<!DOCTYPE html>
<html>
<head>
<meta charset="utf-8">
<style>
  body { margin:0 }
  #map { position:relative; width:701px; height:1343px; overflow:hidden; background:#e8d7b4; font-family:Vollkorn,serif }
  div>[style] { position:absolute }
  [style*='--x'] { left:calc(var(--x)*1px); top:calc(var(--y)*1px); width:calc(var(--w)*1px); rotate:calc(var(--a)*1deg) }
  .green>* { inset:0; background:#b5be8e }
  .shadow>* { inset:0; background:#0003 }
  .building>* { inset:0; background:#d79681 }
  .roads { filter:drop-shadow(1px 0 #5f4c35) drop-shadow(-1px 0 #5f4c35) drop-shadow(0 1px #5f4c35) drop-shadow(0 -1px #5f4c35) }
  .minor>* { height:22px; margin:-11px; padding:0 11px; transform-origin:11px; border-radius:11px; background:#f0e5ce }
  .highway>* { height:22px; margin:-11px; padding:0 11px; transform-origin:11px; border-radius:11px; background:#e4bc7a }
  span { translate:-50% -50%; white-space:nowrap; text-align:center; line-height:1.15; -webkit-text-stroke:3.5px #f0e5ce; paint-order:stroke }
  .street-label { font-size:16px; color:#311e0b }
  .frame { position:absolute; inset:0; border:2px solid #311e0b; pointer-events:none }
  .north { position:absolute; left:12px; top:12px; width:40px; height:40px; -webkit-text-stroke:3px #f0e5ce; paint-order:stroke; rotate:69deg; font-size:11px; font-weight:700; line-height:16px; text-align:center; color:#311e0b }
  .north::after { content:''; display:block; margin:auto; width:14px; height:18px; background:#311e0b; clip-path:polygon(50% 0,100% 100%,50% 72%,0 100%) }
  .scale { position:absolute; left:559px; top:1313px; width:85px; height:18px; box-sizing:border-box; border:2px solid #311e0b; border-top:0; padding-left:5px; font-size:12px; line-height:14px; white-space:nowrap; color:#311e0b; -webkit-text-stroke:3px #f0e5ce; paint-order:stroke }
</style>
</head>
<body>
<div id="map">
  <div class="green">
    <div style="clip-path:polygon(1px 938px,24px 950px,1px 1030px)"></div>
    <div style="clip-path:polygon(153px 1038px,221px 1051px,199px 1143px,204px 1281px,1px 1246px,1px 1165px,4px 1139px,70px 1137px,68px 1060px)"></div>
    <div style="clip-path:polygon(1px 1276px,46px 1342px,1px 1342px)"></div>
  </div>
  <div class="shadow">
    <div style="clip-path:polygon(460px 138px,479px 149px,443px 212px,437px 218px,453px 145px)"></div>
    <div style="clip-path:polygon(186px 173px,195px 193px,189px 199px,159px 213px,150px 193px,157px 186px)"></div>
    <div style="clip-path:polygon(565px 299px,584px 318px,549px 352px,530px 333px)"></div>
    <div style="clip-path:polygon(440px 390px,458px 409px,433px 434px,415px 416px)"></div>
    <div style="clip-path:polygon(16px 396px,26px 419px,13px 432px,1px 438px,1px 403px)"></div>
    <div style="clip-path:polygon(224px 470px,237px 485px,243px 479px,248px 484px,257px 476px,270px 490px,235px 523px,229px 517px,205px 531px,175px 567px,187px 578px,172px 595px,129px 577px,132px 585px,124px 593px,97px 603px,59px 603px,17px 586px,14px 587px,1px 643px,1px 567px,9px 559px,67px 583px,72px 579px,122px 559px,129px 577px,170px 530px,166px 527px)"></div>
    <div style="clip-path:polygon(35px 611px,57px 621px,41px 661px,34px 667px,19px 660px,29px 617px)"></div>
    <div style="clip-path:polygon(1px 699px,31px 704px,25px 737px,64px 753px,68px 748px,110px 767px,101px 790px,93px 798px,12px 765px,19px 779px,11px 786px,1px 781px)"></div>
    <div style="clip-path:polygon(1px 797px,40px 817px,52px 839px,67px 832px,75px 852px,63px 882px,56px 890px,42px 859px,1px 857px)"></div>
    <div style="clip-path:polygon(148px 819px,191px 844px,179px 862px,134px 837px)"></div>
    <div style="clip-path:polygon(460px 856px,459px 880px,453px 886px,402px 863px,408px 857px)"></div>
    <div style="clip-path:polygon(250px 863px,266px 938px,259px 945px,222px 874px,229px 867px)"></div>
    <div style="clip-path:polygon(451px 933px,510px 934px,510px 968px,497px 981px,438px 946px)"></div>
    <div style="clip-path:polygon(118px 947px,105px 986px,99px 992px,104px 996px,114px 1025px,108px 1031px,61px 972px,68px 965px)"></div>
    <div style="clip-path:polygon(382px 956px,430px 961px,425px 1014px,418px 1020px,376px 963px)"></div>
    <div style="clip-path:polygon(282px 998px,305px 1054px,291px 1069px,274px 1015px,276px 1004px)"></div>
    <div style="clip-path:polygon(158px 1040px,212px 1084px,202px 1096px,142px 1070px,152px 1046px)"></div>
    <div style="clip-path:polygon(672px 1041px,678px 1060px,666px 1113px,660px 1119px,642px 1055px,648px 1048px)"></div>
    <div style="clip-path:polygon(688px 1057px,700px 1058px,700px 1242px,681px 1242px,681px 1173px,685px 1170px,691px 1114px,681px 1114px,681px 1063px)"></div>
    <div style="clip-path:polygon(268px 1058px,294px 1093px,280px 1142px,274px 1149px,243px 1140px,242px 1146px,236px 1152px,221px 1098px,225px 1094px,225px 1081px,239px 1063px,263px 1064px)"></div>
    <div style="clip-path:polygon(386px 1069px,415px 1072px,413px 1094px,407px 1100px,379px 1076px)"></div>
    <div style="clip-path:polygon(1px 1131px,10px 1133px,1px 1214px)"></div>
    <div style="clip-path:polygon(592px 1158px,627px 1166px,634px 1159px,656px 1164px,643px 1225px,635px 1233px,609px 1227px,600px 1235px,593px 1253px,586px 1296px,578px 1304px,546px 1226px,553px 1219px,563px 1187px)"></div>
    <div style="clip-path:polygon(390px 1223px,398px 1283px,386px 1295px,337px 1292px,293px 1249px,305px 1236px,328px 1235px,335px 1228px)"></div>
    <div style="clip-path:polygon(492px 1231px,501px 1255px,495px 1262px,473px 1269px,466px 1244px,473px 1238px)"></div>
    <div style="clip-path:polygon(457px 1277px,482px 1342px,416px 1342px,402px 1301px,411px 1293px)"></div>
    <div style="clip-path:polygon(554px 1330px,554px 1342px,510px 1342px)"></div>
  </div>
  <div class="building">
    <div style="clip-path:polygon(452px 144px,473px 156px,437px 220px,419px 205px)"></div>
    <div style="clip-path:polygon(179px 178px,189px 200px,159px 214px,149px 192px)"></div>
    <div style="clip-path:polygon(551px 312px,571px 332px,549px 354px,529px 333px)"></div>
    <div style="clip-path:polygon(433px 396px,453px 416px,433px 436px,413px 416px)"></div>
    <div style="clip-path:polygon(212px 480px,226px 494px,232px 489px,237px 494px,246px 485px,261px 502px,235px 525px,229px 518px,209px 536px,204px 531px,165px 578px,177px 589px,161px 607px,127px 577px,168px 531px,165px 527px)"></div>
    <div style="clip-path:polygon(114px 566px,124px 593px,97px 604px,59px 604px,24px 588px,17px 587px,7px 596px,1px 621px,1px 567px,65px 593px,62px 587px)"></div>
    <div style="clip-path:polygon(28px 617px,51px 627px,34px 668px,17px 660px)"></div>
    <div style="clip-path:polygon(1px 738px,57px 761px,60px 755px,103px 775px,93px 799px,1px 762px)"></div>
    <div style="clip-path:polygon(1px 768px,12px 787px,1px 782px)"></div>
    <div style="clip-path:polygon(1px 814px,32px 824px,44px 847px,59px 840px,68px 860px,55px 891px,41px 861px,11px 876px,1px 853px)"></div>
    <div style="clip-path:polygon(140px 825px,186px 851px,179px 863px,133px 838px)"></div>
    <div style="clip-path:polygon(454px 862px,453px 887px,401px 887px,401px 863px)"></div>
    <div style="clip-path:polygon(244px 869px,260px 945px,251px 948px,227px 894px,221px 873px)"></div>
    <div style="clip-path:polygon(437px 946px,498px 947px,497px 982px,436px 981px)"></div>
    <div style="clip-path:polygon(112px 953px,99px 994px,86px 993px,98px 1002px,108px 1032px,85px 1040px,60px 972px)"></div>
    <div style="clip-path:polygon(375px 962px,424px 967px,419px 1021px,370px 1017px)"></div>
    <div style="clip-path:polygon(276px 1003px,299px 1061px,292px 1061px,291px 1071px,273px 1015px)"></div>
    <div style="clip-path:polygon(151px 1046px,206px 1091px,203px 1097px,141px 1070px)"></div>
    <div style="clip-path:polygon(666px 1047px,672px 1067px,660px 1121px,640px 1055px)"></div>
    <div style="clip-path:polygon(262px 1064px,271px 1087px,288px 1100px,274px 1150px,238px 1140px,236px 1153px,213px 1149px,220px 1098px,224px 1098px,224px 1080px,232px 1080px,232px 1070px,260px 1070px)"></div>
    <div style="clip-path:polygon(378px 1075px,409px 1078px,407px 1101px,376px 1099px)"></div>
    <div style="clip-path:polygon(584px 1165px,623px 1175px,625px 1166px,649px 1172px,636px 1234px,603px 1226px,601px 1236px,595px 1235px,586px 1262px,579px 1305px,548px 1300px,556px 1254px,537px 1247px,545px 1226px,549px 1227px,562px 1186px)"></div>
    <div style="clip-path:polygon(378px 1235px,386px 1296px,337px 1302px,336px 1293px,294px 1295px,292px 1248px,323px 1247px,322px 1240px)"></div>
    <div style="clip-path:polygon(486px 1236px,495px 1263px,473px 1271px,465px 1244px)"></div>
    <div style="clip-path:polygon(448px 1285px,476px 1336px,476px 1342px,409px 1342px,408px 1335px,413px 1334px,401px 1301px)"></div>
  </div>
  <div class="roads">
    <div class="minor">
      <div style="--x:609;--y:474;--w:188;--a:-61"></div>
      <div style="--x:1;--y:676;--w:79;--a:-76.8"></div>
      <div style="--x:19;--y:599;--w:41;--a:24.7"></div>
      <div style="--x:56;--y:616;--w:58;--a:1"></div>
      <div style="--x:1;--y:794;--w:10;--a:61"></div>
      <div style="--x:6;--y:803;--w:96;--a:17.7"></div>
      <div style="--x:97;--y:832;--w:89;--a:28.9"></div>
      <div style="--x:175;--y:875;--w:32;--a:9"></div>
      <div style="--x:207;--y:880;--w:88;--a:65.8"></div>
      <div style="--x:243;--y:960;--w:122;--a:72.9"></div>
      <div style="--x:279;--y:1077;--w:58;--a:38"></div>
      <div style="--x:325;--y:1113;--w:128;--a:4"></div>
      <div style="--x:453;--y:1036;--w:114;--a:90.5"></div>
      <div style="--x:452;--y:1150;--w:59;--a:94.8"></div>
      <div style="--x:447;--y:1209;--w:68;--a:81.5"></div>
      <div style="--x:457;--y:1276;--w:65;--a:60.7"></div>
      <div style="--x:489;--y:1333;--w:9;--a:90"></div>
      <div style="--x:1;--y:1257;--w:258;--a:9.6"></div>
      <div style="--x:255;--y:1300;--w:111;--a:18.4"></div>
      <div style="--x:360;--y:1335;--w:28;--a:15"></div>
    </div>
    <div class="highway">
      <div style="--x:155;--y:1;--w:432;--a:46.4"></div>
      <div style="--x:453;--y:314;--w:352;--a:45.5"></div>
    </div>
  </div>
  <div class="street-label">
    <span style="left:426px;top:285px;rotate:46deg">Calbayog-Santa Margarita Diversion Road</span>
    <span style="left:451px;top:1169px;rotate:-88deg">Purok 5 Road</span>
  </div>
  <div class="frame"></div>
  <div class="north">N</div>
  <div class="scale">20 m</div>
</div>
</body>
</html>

────────────────

→ **Exercise goal**: Starting with the first line of the records above, give back each line exactly until the line with "filter:drop-shadow(1px 0 #5f4c35)" has been given as well.

→ **Finished exercise**:
<!DOCTYPE html>
<html>
<head>
<meta charset="utf-8">
<style>
  body { margin:0 }
  #map { position:relative; width:701px; height:1343px; overflow:hidden; background:#e8d7b4; font-family:Vollkorn,serif }
  div>[style] { position:absolute }
  [style*='--x'] { left:calc(var(--x)*1px); top:calc(var(--y)*1px); width:calc(var(--w)*1px); rotate:calc(var(--a)*1deg) }
  .green>* { inset:0; background:#b5be8e }
  .shadow>* { inset:0; background:#0003 }
  .building>* { inset:0; background:#d79681 }
  .roads { filter:drop-shadow(1px 0 #5f4c35) drop-shadow(-1px 0 #5f4c35) drop-shadow(0 1px #5f4c35) drop-shadow(0 -1px #5f4c35) }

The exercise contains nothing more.